Au cours de l’année 2060, plusieurs étudiants en histoire sont envoyés dans le passé par le professeur Dunworthy pour y glaner des informations sur diverses facettes de la Seconde Guerre mondiale. Merope, qui sous le nom d’Eileen O’Reilly a choisi comme sujet d’étude les enfants évacués dans une vaste demeure du Warwickshire, très loin de Londres frappé à jet continu par les bombes. Michael Davis, qui doit rejoindre Douvres presque à la même époque, pour y côtoyer les marins héroïques ayant permis le retrait des militaires britanniques acculés à Dunkerque. Polly, chargée de se documenter sur la manière dont les Londoniens s’habituent aux bombes.

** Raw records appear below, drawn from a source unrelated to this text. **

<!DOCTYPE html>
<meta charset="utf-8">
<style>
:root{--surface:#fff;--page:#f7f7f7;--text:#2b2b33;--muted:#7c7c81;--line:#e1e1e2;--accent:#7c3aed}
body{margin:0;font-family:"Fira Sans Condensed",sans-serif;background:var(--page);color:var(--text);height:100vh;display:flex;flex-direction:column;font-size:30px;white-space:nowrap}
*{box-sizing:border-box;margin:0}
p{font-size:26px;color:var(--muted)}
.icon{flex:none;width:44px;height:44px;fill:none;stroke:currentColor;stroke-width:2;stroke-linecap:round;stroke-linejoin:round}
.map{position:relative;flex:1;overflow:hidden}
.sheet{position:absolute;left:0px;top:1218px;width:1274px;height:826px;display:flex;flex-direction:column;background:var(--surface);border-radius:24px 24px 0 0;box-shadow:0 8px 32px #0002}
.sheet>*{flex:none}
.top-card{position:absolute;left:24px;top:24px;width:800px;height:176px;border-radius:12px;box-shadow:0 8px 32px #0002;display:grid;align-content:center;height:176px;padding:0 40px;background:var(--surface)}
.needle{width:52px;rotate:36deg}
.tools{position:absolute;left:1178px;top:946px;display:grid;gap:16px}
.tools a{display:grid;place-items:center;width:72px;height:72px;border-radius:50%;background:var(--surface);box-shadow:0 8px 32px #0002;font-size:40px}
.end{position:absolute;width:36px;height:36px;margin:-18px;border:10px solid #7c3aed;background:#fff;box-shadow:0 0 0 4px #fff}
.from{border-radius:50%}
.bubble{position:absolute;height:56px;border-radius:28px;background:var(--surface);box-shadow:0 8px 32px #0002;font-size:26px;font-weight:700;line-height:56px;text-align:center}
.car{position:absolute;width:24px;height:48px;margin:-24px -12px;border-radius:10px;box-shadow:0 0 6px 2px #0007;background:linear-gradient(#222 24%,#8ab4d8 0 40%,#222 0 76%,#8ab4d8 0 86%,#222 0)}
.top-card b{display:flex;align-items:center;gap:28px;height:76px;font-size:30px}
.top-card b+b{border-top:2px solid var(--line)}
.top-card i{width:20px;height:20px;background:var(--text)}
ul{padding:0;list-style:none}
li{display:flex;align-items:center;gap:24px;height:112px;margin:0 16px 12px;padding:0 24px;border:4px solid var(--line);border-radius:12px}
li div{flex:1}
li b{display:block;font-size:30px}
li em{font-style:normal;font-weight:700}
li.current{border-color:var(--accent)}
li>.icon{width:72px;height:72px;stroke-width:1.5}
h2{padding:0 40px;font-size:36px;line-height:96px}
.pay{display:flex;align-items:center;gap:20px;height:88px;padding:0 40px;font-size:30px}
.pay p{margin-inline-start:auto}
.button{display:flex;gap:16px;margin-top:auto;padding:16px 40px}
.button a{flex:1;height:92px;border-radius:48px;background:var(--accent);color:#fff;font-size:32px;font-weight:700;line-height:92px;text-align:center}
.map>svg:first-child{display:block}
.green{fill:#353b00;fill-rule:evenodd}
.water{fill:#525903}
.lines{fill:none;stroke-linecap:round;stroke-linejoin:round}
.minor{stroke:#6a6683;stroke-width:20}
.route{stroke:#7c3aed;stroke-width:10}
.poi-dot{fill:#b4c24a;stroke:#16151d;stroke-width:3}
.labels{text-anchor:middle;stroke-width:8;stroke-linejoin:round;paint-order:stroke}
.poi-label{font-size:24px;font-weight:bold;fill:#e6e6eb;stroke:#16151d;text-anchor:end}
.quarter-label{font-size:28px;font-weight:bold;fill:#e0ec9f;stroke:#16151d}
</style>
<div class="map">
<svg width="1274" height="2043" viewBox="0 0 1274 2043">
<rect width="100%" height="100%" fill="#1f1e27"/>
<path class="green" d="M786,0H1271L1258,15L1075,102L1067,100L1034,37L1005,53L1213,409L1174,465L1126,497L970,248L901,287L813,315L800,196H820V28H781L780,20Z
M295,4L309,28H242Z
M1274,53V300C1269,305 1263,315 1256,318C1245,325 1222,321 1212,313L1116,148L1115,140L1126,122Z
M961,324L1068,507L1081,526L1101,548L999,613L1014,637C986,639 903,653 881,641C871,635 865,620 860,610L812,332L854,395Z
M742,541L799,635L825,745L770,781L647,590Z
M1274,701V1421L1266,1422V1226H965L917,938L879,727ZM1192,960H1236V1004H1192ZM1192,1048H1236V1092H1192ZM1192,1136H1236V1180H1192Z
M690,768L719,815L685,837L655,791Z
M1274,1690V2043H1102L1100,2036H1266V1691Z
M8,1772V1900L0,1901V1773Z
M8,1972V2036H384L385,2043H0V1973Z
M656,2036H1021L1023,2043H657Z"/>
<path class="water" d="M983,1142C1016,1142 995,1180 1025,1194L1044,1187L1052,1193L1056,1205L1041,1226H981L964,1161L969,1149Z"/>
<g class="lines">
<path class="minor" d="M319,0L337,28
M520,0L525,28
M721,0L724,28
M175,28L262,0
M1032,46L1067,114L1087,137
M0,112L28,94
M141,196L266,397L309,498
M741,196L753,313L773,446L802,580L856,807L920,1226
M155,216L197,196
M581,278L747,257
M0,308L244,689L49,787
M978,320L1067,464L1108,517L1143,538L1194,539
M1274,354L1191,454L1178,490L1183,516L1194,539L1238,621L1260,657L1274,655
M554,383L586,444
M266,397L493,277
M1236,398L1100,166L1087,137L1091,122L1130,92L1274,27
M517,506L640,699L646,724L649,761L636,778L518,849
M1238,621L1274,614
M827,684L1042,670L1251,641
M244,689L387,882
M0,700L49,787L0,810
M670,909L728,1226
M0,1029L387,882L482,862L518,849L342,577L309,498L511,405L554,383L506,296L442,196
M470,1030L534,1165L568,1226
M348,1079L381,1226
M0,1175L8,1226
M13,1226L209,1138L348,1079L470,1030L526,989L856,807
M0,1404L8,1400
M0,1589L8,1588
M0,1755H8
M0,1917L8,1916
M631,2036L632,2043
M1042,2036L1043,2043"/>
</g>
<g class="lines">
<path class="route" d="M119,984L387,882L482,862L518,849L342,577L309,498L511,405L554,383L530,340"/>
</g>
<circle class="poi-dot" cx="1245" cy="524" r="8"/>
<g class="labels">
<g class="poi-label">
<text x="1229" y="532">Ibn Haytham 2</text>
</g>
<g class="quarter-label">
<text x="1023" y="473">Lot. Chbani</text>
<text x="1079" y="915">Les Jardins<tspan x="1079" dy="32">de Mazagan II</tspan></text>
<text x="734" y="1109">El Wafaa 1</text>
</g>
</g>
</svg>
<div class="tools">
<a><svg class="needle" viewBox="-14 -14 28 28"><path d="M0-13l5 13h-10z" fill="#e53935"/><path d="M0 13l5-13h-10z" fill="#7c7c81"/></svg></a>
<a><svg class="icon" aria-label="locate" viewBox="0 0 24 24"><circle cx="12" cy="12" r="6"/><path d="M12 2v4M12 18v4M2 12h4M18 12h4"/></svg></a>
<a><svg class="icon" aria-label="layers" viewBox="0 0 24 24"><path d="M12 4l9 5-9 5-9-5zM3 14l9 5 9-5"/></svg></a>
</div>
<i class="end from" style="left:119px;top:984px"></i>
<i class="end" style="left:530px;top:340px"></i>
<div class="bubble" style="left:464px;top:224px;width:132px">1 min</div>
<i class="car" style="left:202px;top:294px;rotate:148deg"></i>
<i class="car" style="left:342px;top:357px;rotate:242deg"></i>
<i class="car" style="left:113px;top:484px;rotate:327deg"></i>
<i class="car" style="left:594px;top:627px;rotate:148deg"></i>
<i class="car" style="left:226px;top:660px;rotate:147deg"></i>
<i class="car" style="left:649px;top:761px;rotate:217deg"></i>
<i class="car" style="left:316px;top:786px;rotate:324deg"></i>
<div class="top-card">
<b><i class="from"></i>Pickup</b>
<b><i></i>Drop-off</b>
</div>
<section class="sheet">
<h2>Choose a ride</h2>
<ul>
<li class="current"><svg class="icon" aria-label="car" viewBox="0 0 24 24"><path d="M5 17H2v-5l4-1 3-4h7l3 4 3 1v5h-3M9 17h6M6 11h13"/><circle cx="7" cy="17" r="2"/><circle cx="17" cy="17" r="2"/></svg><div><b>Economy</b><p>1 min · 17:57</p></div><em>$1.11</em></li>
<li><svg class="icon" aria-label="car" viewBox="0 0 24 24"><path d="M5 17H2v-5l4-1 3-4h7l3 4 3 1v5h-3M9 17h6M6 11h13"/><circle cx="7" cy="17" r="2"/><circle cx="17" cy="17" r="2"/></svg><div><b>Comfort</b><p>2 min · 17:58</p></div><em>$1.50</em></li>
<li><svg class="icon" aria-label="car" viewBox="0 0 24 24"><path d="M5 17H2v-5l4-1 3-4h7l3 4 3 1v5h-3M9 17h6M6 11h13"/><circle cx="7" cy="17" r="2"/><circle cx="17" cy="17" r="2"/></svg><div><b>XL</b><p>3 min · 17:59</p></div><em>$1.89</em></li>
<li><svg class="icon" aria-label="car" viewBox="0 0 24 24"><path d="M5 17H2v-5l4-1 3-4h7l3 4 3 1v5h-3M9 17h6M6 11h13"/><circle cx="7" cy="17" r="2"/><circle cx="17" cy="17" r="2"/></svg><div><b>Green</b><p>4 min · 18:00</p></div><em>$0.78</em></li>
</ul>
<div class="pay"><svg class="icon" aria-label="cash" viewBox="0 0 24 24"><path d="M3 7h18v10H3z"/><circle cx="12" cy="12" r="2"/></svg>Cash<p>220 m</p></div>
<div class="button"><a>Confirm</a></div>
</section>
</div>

Une recréation historique captivante

Mais malgré la prudence du professeur Dunworthy, rien, absolument rien, ne se passe comme prévu. D’une part, leur arrivée dans le passé n’est pas exactement synchrone avec la date prévue, ni exactement localisée là où elle aurait dû se faire. D’autre part la récupération attendue n’a pas lieu : nos trois personnages se retrouvent coincés dans le passé. Enfin, leurs implants mémoires – un ensemble de données extrêmement précises sur leur époque d’affectation – semblent pointer peu à peu des différences minimes, mais significatives, avec les éléments qui se déroulent sous leurs yeux. Auraient-ils sans le vouloir modifié le passé ? Les précautions du professeur Dunworthy n’auraient-elles pas été suffisantes ? Et si nul ne vient les récupérer cela signifie-t-il que la base de l’année 2060 n’existe plus, ou même que des modifications plus importantes encore ont eu (auront) lieu ?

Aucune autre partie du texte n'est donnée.